Furthermore, laboratory experiments have analyzed the interaction of PFOA with hemoglobin using UV-Vis spectroscopy and fluorescence spectrometry. Multiple binding sites were observed between PFOA and hemoglobin protein chains. The concentration of PFOA used in the experiments ranged from 0.8±0.2 × 10-6 M to 63 ± 15 × 10-5 M, and it was found that PFOA had a high-affinity interaction with hemoglobin at lower concentrations 37. The experiments demonstrated that PFOA can induce conformational changes in hemoglobin (36).

In another study, human serum samples were separated using the Cohn method and ultracentrifugation. High-performance tandem mass spectrometry (HPLC-MS/MS) was employed to detect and analyze the interaction between PFOA and albumin. The protein fractionation was performed at two different molecular weight ranges (higher and lower 30 kDa). The results confirmed that PFOA has an affinity for interacting with albumin in plasma. Overall, these articles provide in-depth insights into the interaction of PFOA with serum albumin and hemoglobin, shedding light on the binding mechanisms, energy, and conformational changes associated with these interactions (27).

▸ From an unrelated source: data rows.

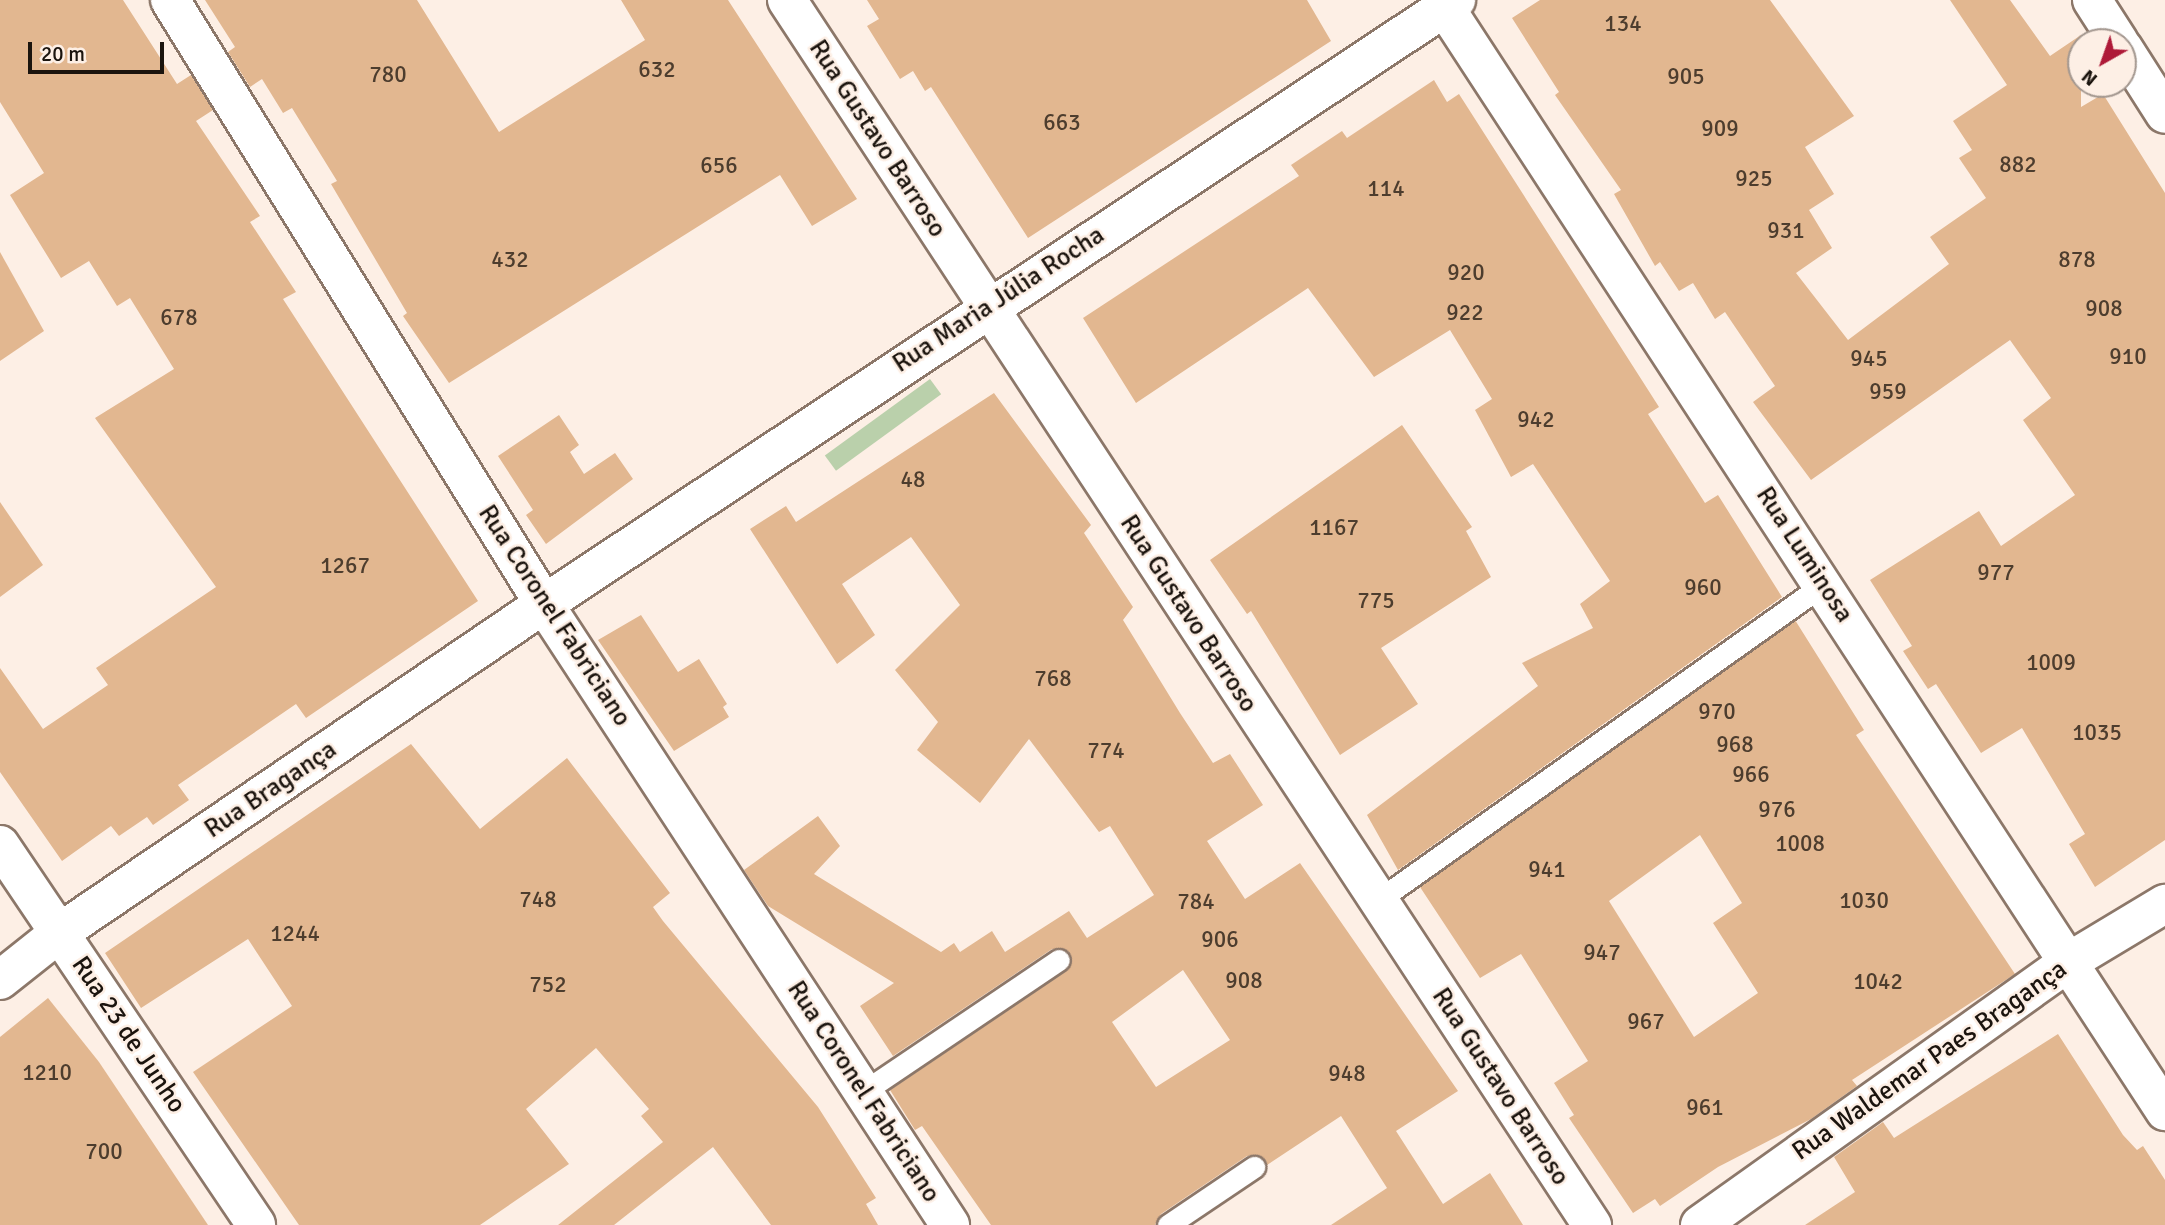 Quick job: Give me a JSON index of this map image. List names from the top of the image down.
{
  "streets": {
    "street": [
      "Rua Gustavo Barroso",
      "Rua Maria Júlia Rocha",
      "Rua Luminosa",
      "Rua Coronel Fabriciano",
      "Rua Bragança",
      "Rua 23 de Junho",
      "Rua Waldemar Paes Bragança"
    ]
  },
  "crossings": [
    ["Rua Gustavo Barroso", "Rua Maria Júlia Rocha"],
    ["Rua Maria Júlia Rocha", "Rua Luminosa"],
    ["Rua Maria Júlia Rocha", "Rua Coronel Fabriciano"],
    ["Rua Maria Júlia Rocha", "Rua Bragança"],
    ["Rua Luminosa", "Rua Waldemar Paes Bragança"],
    ["Rua Coronel Fabriciano", "Rua Bragança"],
    ["Rua Bragança", "Rua 23 de Junho"]
  ],
  "house_numbers": [
    "134",
    "632",
    "780",
    "905",
    "663",
    "909",
    "882",
    "656",
    "925",
    "114",
    "931",
    "432",
    "878",
    "920",
    "908",
    "922",
    "678",
    "910",
    "945",
    "959",
    "942",
    "48",
    "1167",
    "1267",
    "977",
    "960",
    "775",
    "1009",
    "768",
    "970",
    "1035",
    "968",
    "774",
    "966",
    "976",
    "1008",
    "941",
    "748",
    "1030",
    "784",
    "1244",
    "906",
    "947",
    "908",
    "1042",
    "752",
    "967",
    "1210",
    "948",
    "961",
    "700"
  ],
  "scale_bar": "20 m",
  "north": "bottom left"
} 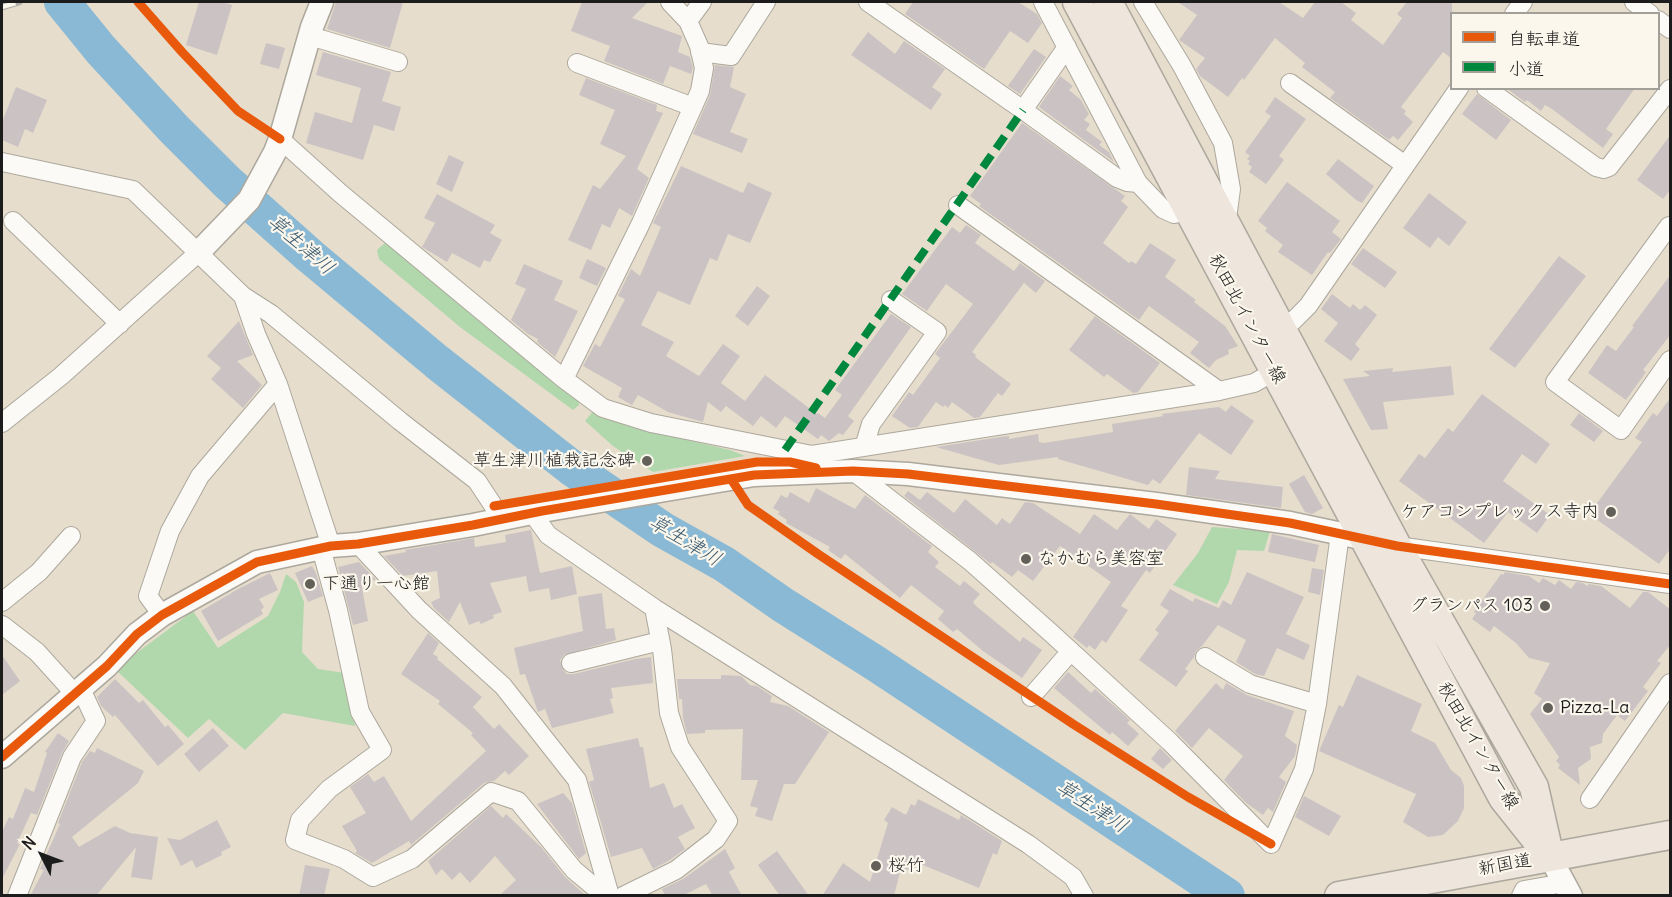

3-3. Impact of PFOA on the Thyroid Gland

In this study, we aimed to investigate the effects of PFOA on the thyroid gland. In an in vivo experiment using carp fish, the positive effects of PFOA on the thyroid gland were observed. The morphology of the thyroid gland cells showed various changes, including enlargement of the endoplasmic reticulum, increased collagen phagocytosis, an increase in rough endoplasmic reticulum, cellular projection enlargement, and the occurrence of toxic cytoplasm vacuolation. To measure the concentration of PFOA in the tissues, chemical analyzers and high-performance liquid chromatography with electrospray ionization tandem mass spectrometry were used. Light microscopy was employed to analyze the cell morphology and ultrastructure of the tissues. The measured PFOA concentrations in different organ parts ranged from 200 ng/mL to 2 mg/mL 56).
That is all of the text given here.